Show, from the records below, all lines that contain the word "column".
====== Material supplied
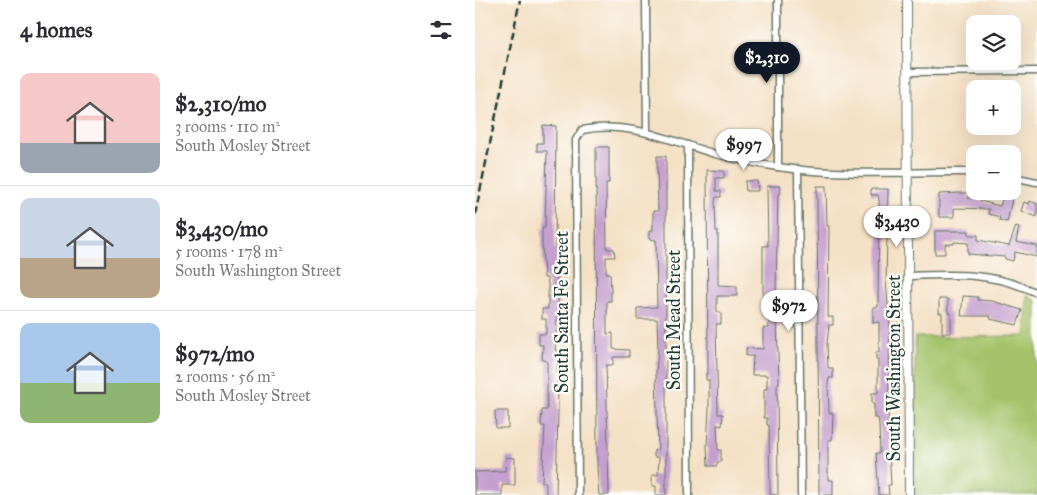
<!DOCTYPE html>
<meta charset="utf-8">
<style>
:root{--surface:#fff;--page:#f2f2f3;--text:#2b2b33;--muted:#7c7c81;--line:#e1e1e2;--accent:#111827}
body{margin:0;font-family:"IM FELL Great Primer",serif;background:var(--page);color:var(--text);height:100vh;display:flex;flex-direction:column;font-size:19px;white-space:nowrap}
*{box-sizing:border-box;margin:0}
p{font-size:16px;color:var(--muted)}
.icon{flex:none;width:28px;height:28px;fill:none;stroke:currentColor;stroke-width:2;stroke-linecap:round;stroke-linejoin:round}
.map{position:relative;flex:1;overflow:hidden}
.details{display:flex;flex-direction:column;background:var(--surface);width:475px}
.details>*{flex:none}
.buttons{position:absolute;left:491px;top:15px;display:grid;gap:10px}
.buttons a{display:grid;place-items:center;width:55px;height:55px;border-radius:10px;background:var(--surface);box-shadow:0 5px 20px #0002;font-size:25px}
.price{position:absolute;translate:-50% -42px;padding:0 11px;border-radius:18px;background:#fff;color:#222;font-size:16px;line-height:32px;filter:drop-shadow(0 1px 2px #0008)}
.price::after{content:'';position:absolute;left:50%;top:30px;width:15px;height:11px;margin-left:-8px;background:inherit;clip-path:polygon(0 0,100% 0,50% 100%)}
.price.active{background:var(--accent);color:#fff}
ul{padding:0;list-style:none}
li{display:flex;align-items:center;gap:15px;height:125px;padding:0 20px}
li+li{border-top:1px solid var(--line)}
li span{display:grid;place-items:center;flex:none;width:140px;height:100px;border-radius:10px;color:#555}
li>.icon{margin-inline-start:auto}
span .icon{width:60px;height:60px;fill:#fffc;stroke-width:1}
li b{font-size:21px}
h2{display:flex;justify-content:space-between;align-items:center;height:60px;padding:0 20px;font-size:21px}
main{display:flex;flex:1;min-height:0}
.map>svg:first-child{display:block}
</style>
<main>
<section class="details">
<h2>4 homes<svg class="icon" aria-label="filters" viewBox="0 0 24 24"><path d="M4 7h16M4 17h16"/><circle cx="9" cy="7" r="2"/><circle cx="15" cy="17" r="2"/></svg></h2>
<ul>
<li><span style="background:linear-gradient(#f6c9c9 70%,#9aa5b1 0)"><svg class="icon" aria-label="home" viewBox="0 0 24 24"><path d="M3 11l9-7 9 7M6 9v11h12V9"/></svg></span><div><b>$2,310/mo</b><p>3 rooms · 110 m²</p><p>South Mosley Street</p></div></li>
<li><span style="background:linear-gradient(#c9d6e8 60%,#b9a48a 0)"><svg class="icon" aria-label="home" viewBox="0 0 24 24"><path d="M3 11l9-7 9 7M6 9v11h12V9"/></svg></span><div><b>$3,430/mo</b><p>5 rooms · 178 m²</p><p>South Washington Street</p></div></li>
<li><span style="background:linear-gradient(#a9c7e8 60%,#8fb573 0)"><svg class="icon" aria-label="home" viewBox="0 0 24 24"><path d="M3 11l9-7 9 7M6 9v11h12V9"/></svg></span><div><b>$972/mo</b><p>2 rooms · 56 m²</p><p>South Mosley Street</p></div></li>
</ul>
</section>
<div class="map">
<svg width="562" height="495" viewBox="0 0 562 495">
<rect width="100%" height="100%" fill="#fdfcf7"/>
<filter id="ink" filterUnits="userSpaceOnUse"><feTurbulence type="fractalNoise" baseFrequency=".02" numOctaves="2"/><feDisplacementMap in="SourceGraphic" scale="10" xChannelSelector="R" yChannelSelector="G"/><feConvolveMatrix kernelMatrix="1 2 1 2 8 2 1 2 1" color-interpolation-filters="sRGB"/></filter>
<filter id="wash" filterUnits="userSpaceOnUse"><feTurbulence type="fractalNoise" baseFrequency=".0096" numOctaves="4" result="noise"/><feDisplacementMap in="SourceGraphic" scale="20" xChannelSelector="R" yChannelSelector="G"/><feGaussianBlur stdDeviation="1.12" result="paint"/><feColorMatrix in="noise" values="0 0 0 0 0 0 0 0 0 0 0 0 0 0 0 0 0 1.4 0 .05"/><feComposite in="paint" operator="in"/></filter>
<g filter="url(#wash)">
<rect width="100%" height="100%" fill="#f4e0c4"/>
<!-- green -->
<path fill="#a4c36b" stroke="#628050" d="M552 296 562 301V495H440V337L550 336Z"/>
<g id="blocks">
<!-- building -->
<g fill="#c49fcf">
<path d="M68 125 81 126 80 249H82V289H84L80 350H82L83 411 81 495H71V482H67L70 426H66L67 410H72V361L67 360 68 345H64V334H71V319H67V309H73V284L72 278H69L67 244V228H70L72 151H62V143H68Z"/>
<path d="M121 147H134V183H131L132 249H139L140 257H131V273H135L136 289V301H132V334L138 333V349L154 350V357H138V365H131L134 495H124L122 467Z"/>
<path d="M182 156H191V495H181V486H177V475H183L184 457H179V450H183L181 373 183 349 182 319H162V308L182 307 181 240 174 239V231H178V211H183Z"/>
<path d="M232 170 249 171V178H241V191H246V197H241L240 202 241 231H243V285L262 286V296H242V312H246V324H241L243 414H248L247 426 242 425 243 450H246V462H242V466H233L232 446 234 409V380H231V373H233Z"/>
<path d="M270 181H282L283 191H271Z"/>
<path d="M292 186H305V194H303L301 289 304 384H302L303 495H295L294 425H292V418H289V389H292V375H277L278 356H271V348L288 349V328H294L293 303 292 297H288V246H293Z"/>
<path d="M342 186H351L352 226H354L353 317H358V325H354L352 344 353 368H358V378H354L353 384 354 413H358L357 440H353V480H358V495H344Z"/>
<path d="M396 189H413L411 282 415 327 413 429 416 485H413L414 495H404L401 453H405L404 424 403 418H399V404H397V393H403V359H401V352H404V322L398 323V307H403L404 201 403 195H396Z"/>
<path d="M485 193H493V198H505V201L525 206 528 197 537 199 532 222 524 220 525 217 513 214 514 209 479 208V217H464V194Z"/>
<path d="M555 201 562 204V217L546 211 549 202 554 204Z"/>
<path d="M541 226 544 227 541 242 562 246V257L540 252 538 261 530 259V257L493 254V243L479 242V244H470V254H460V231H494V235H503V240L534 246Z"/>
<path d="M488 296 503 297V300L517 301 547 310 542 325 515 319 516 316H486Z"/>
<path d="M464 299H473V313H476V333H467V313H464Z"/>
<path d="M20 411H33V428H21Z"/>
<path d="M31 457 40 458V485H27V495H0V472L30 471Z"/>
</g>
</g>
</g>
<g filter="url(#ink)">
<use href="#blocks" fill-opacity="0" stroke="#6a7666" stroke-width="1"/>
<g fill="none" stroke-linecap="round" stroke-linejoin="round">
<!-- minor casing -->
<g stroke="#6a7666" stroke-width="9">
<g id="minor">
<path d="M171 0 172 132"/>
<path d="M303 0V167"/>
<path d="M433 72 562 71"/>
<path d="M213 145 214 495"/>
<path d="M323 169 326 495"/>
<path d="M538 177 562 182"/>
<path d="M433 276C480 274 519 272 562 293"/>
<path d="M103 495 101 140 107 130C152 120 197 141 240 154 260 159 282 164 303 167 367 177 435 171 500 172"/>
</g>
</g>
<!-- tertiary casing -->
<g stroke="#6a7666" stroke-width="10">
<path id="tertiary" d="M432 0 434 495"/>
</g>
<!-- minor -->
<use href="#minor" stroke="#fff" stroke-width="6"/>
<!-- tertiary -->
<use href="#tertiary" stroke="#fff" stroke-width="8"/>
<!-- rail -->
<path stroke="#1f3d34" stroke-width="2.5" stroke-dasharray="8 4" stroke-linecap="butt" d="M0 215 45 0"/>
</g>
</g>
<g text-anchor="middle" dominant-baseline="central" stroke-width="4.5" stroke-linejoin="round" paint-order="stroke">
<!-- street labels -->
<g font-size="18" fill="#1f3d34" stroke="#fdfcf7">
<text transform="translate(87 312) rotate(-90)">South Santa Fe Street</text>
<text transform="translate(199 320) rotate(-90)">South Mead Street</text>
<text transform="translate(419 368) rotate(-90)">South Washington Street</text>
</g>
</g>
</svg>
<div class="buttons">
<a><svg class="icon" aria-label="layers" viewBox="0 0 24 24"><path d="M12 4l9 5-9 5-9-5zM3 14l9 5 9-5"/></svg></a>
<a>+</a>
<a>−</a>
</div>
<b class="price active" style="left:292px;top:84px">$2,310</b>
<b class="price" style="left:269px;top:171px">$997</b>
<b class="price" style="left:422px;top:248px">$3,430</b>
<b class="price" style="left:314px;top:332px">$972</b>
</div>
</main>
============
> **Response**
body{margin:0;font-family:"IM FELL Great Primer",serif;background:var(--page);color:var(--text);height:100vh;display:flex;flex-direction:column;font-size:19px;white-space:nowrap}
.details{display:flex;flex-direction:column;background:var(--surface);width:475px}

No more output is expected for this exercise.